Unnamed: 0,antecedents,consequents,antecedent support,consequent support,support,confidence,lift,leverage,conviction,length
85,"(race[ White], workclass[ Private], Q('native-country')[ United-States])","(Q('>50K, <=50K.')[ <=50K])",0.544455,0.75919,0.413132,0.7588,0.999485,-0.000213,0.99838,4


{ race[White], native-country[United-States], workclass[Private] } -> { <=50K }

About 75% probability white people from U.S. who work in private-sector earn less than 50k.

This is one of the top rules based on confidence metric. We see that this particular rule has fairly high confidence around 0.75, but lift value is very close to, but below 1 which indicates antecedents and consequents occur almost as often together as expected (Neither positve correlated nor negative correlated). In the other hand, the support is around 0.41 which is computed based on antecedent support and consequent support, and 0.41 is larger than min_support threshold 0.4(value used in generating frequent itemsets), so this particular rule (itemset?) is considered frequent.

In [34]:
rules_lift[(rules_lift['lift'] > 1.4) & (rules_lift['length'] == 3)][3:4] #use lift metric

Unnamed: 0,antecedents,consequents,antecedent support,consequent support,support,confidence,lift,leverage,conviction,length
63,(Q('marital-status')[ Married-civ-spouse]),"(relationship[ Husband], sex[ Male])",0.459937,0.405147,0.404871,0.880275,2.172729,0.218529,4.968497,3


{ marital-status[Married-civ-spouse] } -> { relationship[Husband], sex[Male] }

Around 40.5%(support) of data shows whoever report his martial-status as complete family is a male husband, and almost 88%(confidence) of data containing whoever report his martial-status as complete family is also a male husband (lift value 2.2)

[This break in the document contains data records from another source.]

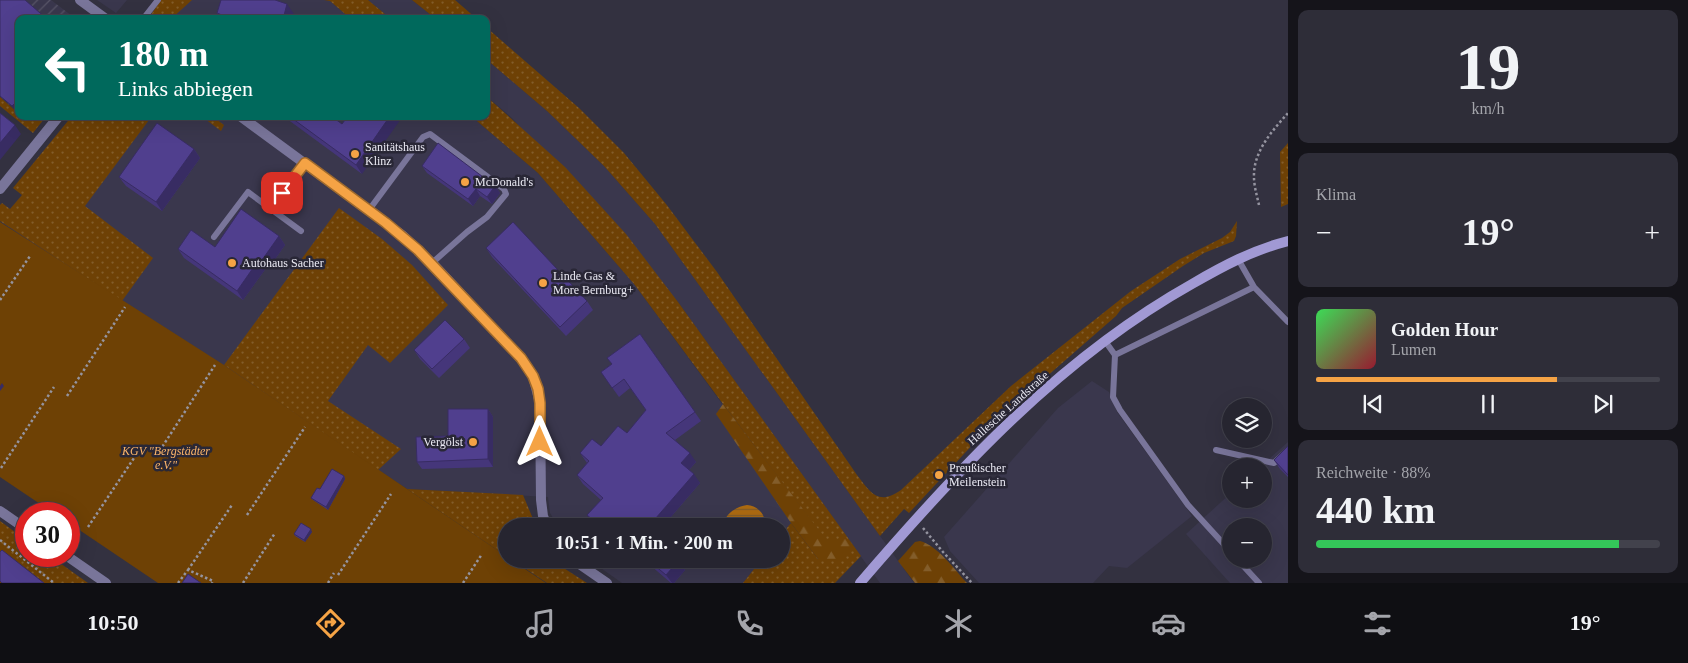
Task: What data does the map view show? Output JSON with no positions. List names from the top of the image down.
{
  "streets": {
    "main road": ["Hallesche Landstraße"]
  },
  "parks": ["KGV \"Bergstädter e.V.\""],
  "places": [
    "Sanitätshaus Klinz",
    "McDonald's",
    "Autohaus Sacher",
    "Linde Gas & More Bernburg+",
    "Vergölst",
    "Preußischer Meilenstein"
  ],
  "page": {
    "tile": [
      ["19", "km/h"],
      "Klima",
      ["Reichweite · 88%", "440 km"]
    ],
    "turn": ["180 m", "Links abbiegen"],
    "heat": ["−", "19°", "+"],
    "song": ["Golden Hour", "Lumen"],
    "map_buttons": ["+", "−"],
    "limit": "30",
    "trip": "10:51 · 1 Min. · 200 m",
    "tabs": ["10:50", "19°"]
  }
}
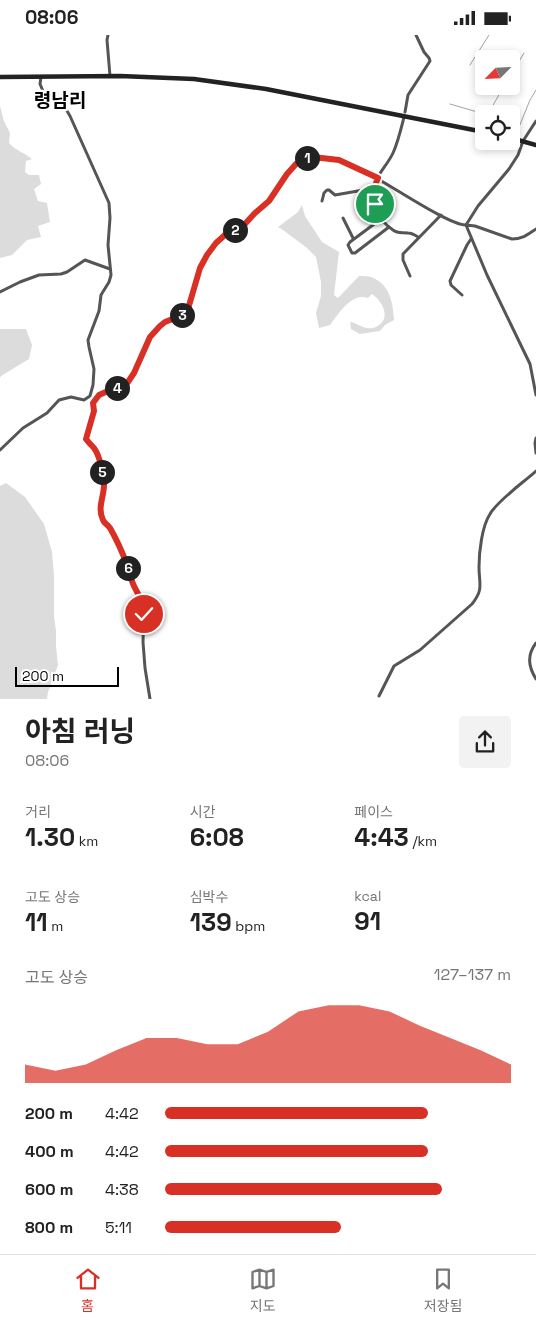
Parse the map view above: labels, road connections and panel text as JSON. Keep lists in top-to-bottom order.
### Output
{
  "districts": ["령남리"],
  "scale_bar": "200 m",
  "north": "bottom left",
  "page": {
    "status": "08:06",
    "pins": [
      "1",
      "2",
      "3",
      "4",
      "5",
      "6"
    ],
    "scale": "200 m",
    "heading": ["아침 러닝", "08:06"],
    "stats": [
      ["거리", "1.30 km"],
      ["시간", "6:08"],
      ["페이스", "4:43 /km"],
      ["고도 상승", "11 m"],
      ["심박수", "139 bpm"],
      ["kcal", "91"]
    ],
    "chart": ["고도 상승", "127–137 m"],
    "list": [
      {
        "name": "200 m",
        "note": "4:42"
      },
      {
        "name": "400 m",
        "note": "4:42"
      },
      {
        "name": "600 m",
        "note": "4:38"
      },
      {
        "name": "800 m",
        "note": "5:11"
      }
    ],
    "tabs": ["홈", "지도", "저장됨"]
  }
}
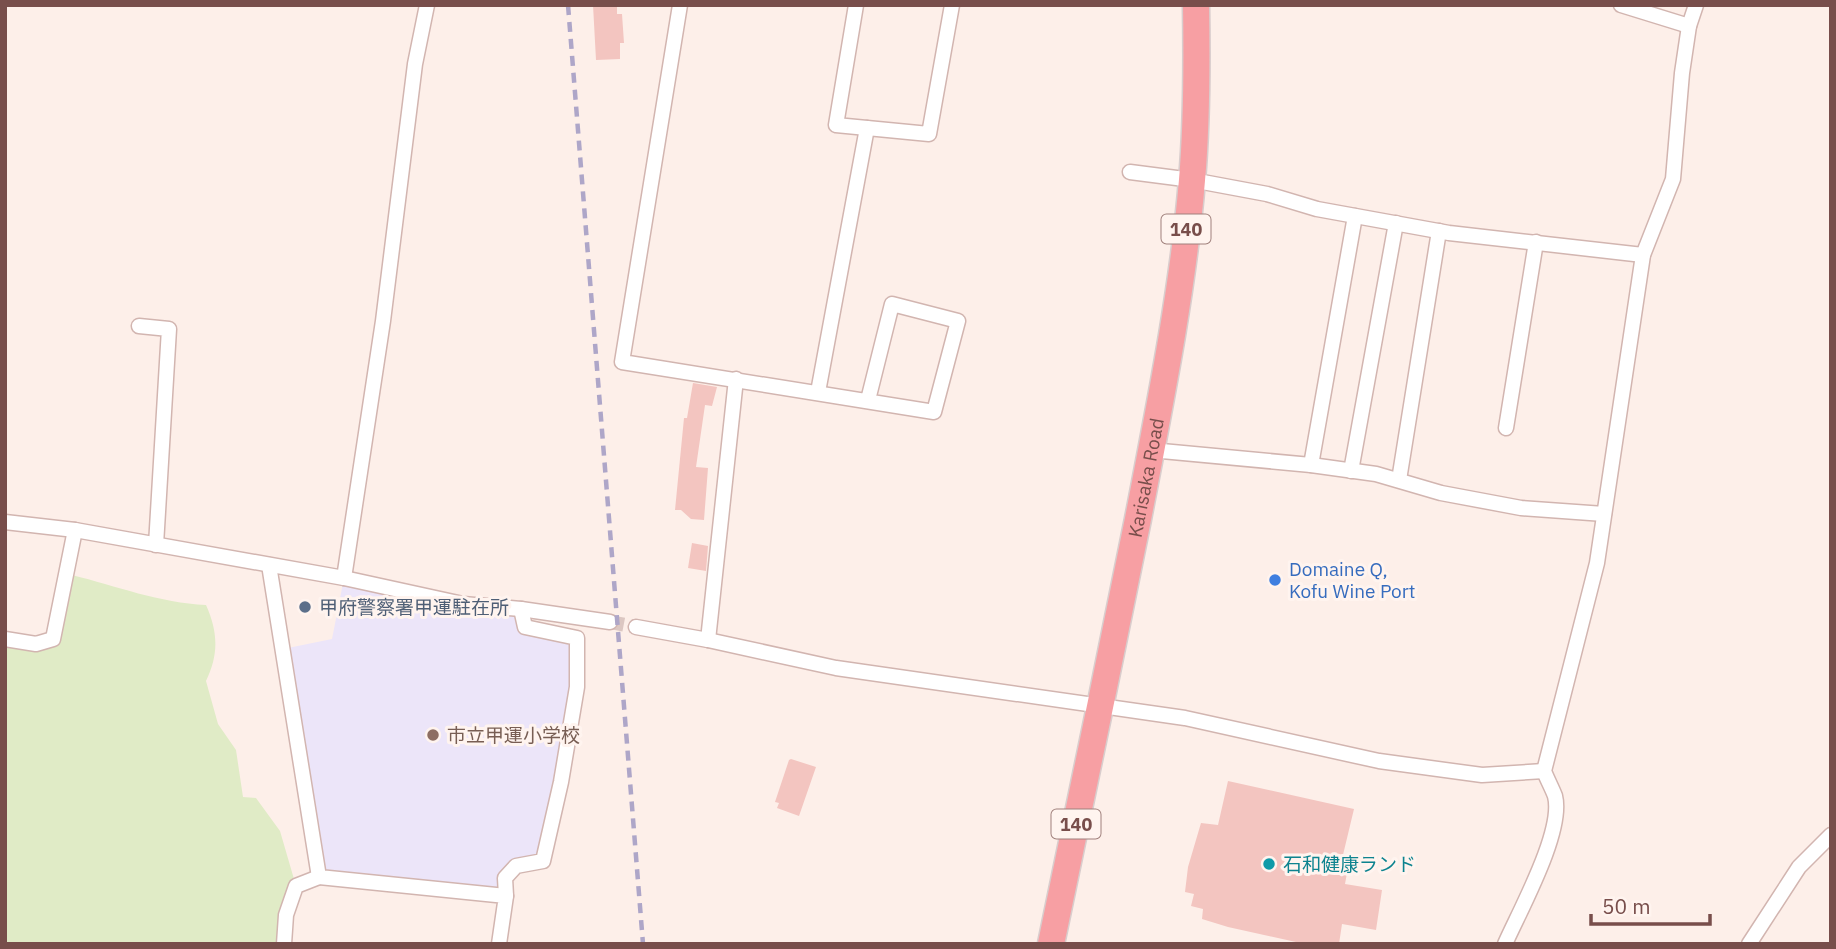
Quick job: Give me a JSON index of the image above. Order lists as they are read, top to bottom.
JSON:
{
  "streets": {
    "highway": ["140", "Karisaka Road"]
  },
  "places": [
    "Domaine Q, Kofu Wine Port",
    "甲府警察署甲運駐在所",
    "市立甲運小学校",
    "石和健康ランド"
  ],
  "scale_bar": "50 m"
}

This is one of the top rules based on lift metric. We see that this particular rule has fairly high confidence around 0.88, and the high lift value 2.1 indicates that antecedents and consequents occur more often together than expected (positive correlated). In the other hand, the support is around 0.405 which is computed based on antecedent support and consequent support, and 0.405 is larger than min_support threshold 0.4(value used in generating frequent itemsets), so this particular rule (itemset?) is considered frequent.